**WHAT IS NEEDED:** Which lines of the data below hold "needle"? Copy each of them.

START GIVEN RECORDS

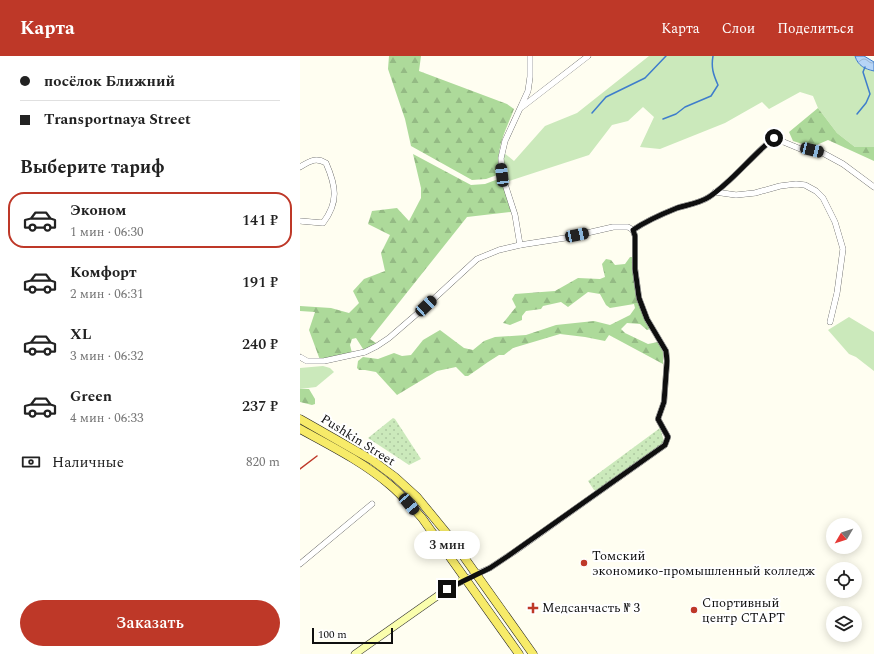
<!DOCTYPE html>
<html lang="ru">
<head>
<meta charset="utf-8">
<style>
	body { margin:0; font-family:Spectral,serif; background:#f6f6f6; color:#222; height:100vh; display:flex; flex-direction:column; font-size:15px; white-space:nowrap }
	* { box-sizing:border-box; margin:0 }
	p { font-size:13px; color:#767676 }
	.icon { flex:none; width:22px; height:22px; fill:none; stroke:currentColor; stroke-width:2; stroke-linecap:round; stroke-linejoin:round }
	.map { position:relative; flex:1; overflow:hidden }
	.side { display:flex; flex-direction:column; background:#fff; width:300px }
	.side>* { flex:none }
	.top-card { display:grid; align-content:center; height:88px; padding:0 20px; background:#fff }
	.needle { width:26px; rotate:231deg }
	.fabs { position:absolute; left:526px; top:462px; display:grid; gap:8px }
	.fabs a { display:grid; place-items:center; width:36px; height:36px; border-radius:50%; background:#fff; box-shadow:0 2px 10px #0003; font-size:20px }
	.scale { position:absolute; left:12px; bottom:10px; width:81px; box-sizing:border-box; padding-left:4px; border:2px solid #0f0f0f; border-top:0; font-size:11px; line-height:14px; white-space:nowrap; color:#0f0f0f; -webkit-text-stroke:3px #fff; paint-order:stroke }
	.end { position:absolute; width:18px; height:18px; margin:-9px; border:5px solid #0f0f0f; background:#fff; box-shadow:0 0 0 2px #fff }
	.from { border-radius:50% }
	.bubble { position:absolute; height:28px; border-radius:14px; background:#fff; box-shadow:0 2px 10px #0003; font-size:13px; font-weight:600; line-height:28px; text-align:center }
	.car { position:absolute; width:12px; height:24px; margin:-12px -6px; border-radius:5px; box-shadow:0 0 3px 1px #0007; background:linear-gradient(#222 24%,#8ab4d8 0 40%,#222 0 76%,#8ab4d8 0 86%,#222 0) }
	.top-card b { display:flex; align-items:center; gap:14px; height:38px; font-size:15px }
	.top-card b+b { border-top:1px solid #e0e0e0 }
	.top-card i { width:10px; height:10px; background:#222 }
	ul { padding:0; list-style:none }
	li { display:flex; align-items:center; gap:12px; height:56px; margin:0 8px 6px; padding:0 12px; border:2px solid transparent; border-radius:16px }
	li div { flex:1 }
	li b { display:block; font-size:15px }
	li em { font-style:normal; font-weight:600 }
	li.selected { border-color:#be3828 }
	li>.icon { width:36px; height:36px; stroke-width:1.5 }
	h2 { padding:0 20px; font-size:18px; line-height:48px }
	.pay { display:flex; align-items:center; gap:10px; height:44px; padding:0 20px; font-size:15px }
	.pay p { margin-inline-start:auto }
	.cta { display:flex; gap:8px; margin-top:auto; padding:8px 20px }
	.cta a { flex:1; height:46px; border-radius:24px; background:#be3828; color:#fff; font-size:16px; font-weight:600; line-height:46px; text-align:center }
	header { display:flex; align-items:center; gap:24px; box-sizing:border-box; height:56px; padding:0 20px; background:#be3828; color:#fff }
	header strong { font-size:19px }
	nav { display:flex; gap:22px; margin-inline-start:auto; font-size:14px }
	main { display:flex; flex:1; min-height:0 }
	.map>svg:first-child { display:block }
</style>
</head>
<body>
<header>
<strong>Карта</strong>
<nav><a>Карта</a><a>Слои</a><a>Поделиться</a></nav>
</header>
<main>
<section class="side">
<div class="top-card">
<b><i class="from"></i>посёлок Ближний</b>
<b><i></i>Transportnaya Street</b>
</div>
<h2>Выберите тариф</h2>
<ul>
<li class="selected"><svg class="icon" aria-label="car" viewBox="0 0 24 24"><path d="M5 17H2v-5l4-1 3-4h7l3 4 3 1v5h-3M9 17h6M6 11h13"/><circle cx="7" cy="17" r="2"/><circle cx="17" cy="17" r="2"/></svg><div><b>Эконом</b><p>1 мин · 06:30</p></div><em>141 ₽</em></li>
<li><svg class="icon" aria-label="car" viewBox="0 0 24 24"><path d="M5 17H2v-5l4-1 3-4h7l3 4 3 1v5h-3M9 17h6M6 11h13"/><circle cx="7" cy="17" r="2"/><circle cx="17" cy="17" r="2"/></svg><div><b>Комфорт</b><p>2 мин · 06:31</p></div><em>191 ₽</em></li>
<li><svg class="icon" aria-label="car" viewBox="0 0 24 24"><path d="M5 17H2v-5l4-1 3-4h7l3 4 3 1v5h-3M9 17h6M6 11h13"/><circle cx="7" cy="17" r="2"/><circle cx="17" cy="17" r="2"/></svg><div><b>XL</b><p>3 мин · 06:32</p></div><em>240 ₽</em></li>
<li><svg class="icon" aria-label="car" viewBox="0 0 24 24"><path d="M5 17H2v-5l4-1 3-4h7l3 4 3 1v5h-3M9 17h6M6 11h13"/><circle cx="7" cy="17" r="2"/><circle cx="17" cy="17" r="2"/></svg><div><b>Green</b><p>4 мин · 06:33</p></div><em>237 ₽</em></li>
</ul>
<div class="pay"><svg class="icon" aria-label="cash" viewBox="0 0 24 24"><path d="M3 7h18v10H3z"/><circle cx="12" cy="12" r="2"/></svg>Наличные<p>820 m</p></div>
<div class="cta"><a>Заказать</a></div>
</section>
<div class="map">
<svg width="574" height="598" viewBox="0 0 574 598">
	<defs>
		<pattern id="forest-firs" width="22" height="20" patternUnits="userSpaceOnUse"><rect width="22" height="20" fill="#adda9a"/><path d="M5 1l3.5 6h-7zM16 11l3.5 6h-7z" fill="#94ba84"/></pattern>
		<pattern id="park-dots" width="8" height="8" patternUnits="userSpaceOnUse"><rect width="8" height="8" fill="#cbe9bb"/><path d="M2 2h.1M6 6h.1" fill="none" stroke="#adc7a0" stroke-width="1.8" stroke-linecap="round"/></pattern>
		<pattern id="water-waves" width="16" height="10" patternUnits="userSpaceOnUse"><rect width="16" height="10" fill="#b6d4f6"/><path d="M0 5q4-4 8 0t8 0" fill="none" stroke="#9bb5d2"/></pattern>
	</defs>
	<rect width="100%" height="100%" fill="#fffef1"/>
	<g fill="#cbe9bb">
		<path d="M349 0H555C558 10 565 13 574 15V91H555L537 77 518 52 513 40 500 36 469 53 462 46 425 67 360 93 340 91 354 61 343 51 328 65 312 69 289 99 209 125 203 109V96L214 105 245 70 277 57Z"/>
		<path d="M549 261 574 276V315L556 301 549 298 528 274Z"/>
		<path d="M23 310 30 312 34 316 16 331 0 333V312Z"/>
	</g>
	<g fill="url(#forest-firs)">
		<path d="M89 0H121L119 15 207 48 214 53C206 74 194 95 200 118L186 123 172 124 111 90 105 63 88 13Z"/>
		<path d="M518 52 537 77 555 91H574V105L528 84 512 91 493 85 489 76Z"/>
		<path d="M113 98 171 129 185 128 201 122 211 156 167 161 70 283 76 287 65 296 56 282 52 283 50 289 52 297 20 304 9 274 15 256 0 255V250L31 252 49 257 59 247 53 235 64 223 85 215 81 197 90 179 68 168 72 155 97 152 109 165 121 142V132Z"/>
		<path d="M330 201H332L337 242 350 273 347 274 340 268 327 267 321 273 325 277 348 288 358 286 363 296V308L309 279 305 285 285 281 260 278 213 292 204 299H199L188 306 168 320H165L156 311 137 315 97 339 76 316 65 314H59L57 312 58 305 63 301 78 303 94 297 102 300 111 299 123 284 140 274 164 292 173 294 184 285 195 281 226 279 256 269 294 265 310 269 330 259 335 252 334 248 310 252 306 249 300 238 288 236 268 251 261 246 243 250 241 253 226 255 222 260V264L210 269 203 267 216 251 212 243 215 238 255 235 278 222 300 223 305 221 302 208 306 203 311 204 315 209 325 208Z"/>
		<path d="M0 333H9L15 343V348L12 349 0 346Z"/>
	</g>
	<g fill="url(#park-dots)">
		<path d="M93 362 95 363 121 403 109 409 68 382Z"/>
		<path d="M360 372 364 385 362 389 297 435 294 434 288 425Z"/>
	</g>
	<path fill="url(#water-waves)" stroke="#3e7dcc" d="M555 0H564L574 6V15C565 13 558 10 555 0Z"/>
	<g fill="none" stroke-linecap="round" stroke-linejoin="round">
		<g stroke="#3e7dcc" stroke-width="1.5">
			<path d="M292 57 306 41 345 22 366 0"/>
			<path d="M557 58 566 47 570 38 563 16 565 11"/>
			<path d="M363 63 376 58 385 51 411 40 418 29C413 18 411 11 413 0"/>
		</g>
		<g stroke="#424242" stroke-width="6">
			<g id="street">
				<path d="M222 51 288 0"/>
				<path d="M0 111C10 105 16 101 26 107 36 130 39 146 23 167L0 165"/>
				<path d="M415 136 436 139 455 137 480 130 496 128 505 129 516 135 523 142 535 166 543 193 537 237 530 266"/>
				<path d="M333 174C346 165 362 158 377 152 387 149 400 147 409 141 433 125 451 100 474 82L503 94H512L521 96 543 108 574 131"/>
				<path d="M220 189 215 159 202 119 201 102 205 85 228 35 230 21V0"/>
				<path d="M0 301 7 305H24L65 296 77 290 89 282 126 250 177 203 199 194 220 189 265 182 313 171H328L333 174"/>
				<path d="M0 508 72 448"/>
				<path d="M165 523 190 512 214 496 365 389 368 381 358 363 364 346 367 305 366 295 347 263 339 242 335 213V180L333 174"/>
			</g>
		</g>
		<g stroke="#313131" stroke-width="8">
			<path id="secondary" d="M55 598 153 529 165 523"/>
		</g>
		<g stroke="#202020" stroke-width="9">
			<g id="primary">
				<path d="M0 363 72 404 95 421 117 441 149 480 233 598"/>
				<path d="M0 373C31 390 63 406 90 429 102 439 112 451 122 462L219 598"/>
			</g>
		</g>
		<use href="#street" stroke="#fff" stroke-width="5.5"/>
		<use href="#secondary" stroke="#fafead" stroke-width="7"/>
		<use href="#primary" stroke="#f7eb69" stroke-width="8"/>
		<path stroke="#be3828" stroke-width="1.5" d="M0 413 17 400"/>
	</g>
	<g fill="none" stroke-linecap="round" stroke-linejoin="round">
		<path stroke="#0f0f0f" stroke-width="5" d="M147 533 190 512 208 500 365 389 368 381 358 363 364 346 367 305 366 295 347 263 339 242 335 213V180L333 174C346 165 362 158 377 152 387 149 400 147 409 141 433 125 451 100 474 82"/>
	</g>
	<g fill="#be3828" stroke="#fff" stroke-width="1.5">
		<circle cx="284" cy="507" r="4"/>
		<path d="M231 546h4v4h4v4h-4v4h-4v-4h-4v-4h4z"/>
		<circle cx="394" cy="554" r="4"/>
	</g>
	<g text-anchor="middle" dominant-baseline="central" stroke-width="4" stroke-linejoin="round" paint-order="stroke">
		<g font-size="13" fill="#0f0f0f" stroke="#fff">
			<text transform="translate(58 384) rotate(32)">Pushkin Street</text>
		</g>
		<g font-size="13" fill="#0f0f0f" stroke="#fff" text-anchor="start">
			<text x="292" y="500">Томский<tspan x="292" dy="15">экономико-промышленный колледж</tspan></text>
			<text x="402" y="547">Спортивный<tspan x="402" dy="15">центр СТАРТ</tspan></text>
			<text x="242" y="552">Медсанчасть № 3</text>
		</g>
	</g>
</svg>
<div class="fabs">
<a><svg class="needle" viewBox="-14 -14 28 28"><path d="M0-13l5 13h-10z" fill="#e53935"/><path d="M0 13l5-13h-10z" fill="#767676"/></svg></a>
<a><svg class="icon" aria-label="locate" viewBox="0 0 24 24"><circle cx="12" cy="12" r="6"/><path d="M12 2v4M12 18v4M2 12h4M18 12h4"/></svg></a>
<a><svg class="icon" aria-label="layers" viewBox="0 0 24 24"><path d="M12 4l9 5-9 5-9-5zM3 14l9 5 9-5"/></svg></a>
</div>
<div class="scale">100 m</div>
<i class="end from" style="left:474px;top:82px"></i>
<i class="end" style="left:147px;top:533px"></i>
<div class="bubble" style="left:114px;top:475px;width:66px">3 мин</div>
<i class="car" style="left:512px;top:94px;rotate:104deg"></i>
<i class="car" style="left:202px;top:119px;rotate:353deg"></i>
<i class="car" style="left:277px;top:179px;rotate:78deg"></i>
<i class="car" style="left:126px;top:250px;rotate:47deg"></i>
<i class="car" style="left:109px;top:448px;rotate:140deg"></i>
</div>
</main>
</body>
</html>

END GIVEN RECORDS

**SOLUTION:**
	.needle { width:26px; rotate:231deg }
<a><svg class="needle" viewBox="-14 -14 28 28"><path d="M0-13l5 13h-10z" fill="#e53935"/><path d="M0 13l5-13h-10z" fill="#767676"/></svg></a>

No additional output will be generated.